[Record excerpts]

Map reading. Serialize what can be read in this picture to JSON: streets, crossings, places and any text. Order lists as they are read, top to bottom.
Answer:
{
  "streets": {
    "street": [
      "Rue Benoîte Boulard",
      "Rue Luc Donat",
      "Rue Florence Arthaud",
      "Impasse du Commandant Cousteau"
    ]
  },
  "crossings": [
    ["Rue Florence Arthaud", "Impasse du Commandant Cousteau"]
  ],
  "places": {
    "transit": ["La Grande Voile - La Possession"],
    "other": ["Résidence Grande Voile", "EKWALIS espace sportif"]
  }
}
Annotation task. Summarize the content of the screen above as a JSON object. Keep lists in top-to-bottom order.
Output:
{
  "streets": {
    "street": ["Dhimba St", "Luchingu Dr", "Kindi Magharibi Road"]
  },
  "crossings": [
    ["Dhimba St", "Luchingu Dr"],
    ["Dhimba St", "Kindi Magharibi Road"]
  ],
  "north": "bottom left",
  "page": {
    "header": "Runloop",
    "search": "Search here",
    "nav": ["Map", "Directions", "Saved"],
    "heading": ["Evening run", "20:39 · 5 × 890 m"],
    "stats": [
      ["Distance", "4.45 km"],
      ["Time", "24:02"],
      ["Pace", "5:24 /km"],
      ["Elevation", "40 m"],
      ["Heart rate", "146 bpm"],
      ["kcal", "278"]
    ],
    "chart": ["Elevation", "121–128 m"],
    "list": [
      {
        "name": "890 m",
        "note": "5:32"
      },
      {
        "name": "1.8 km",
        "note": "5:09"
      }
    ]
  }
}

[/Record excerpts]

> [Task details]: Each line above with the word "JSON" must be returned.

> [Solution to the exercise]:
Map reading. Serialize what can be read in this picture to JSON: streets, crossings, places and any text. Order lists as they are read, top to bottom.
Annotation task. Summarize the content of the screen above as a JSON object. Keep lists in top-to-bottom order.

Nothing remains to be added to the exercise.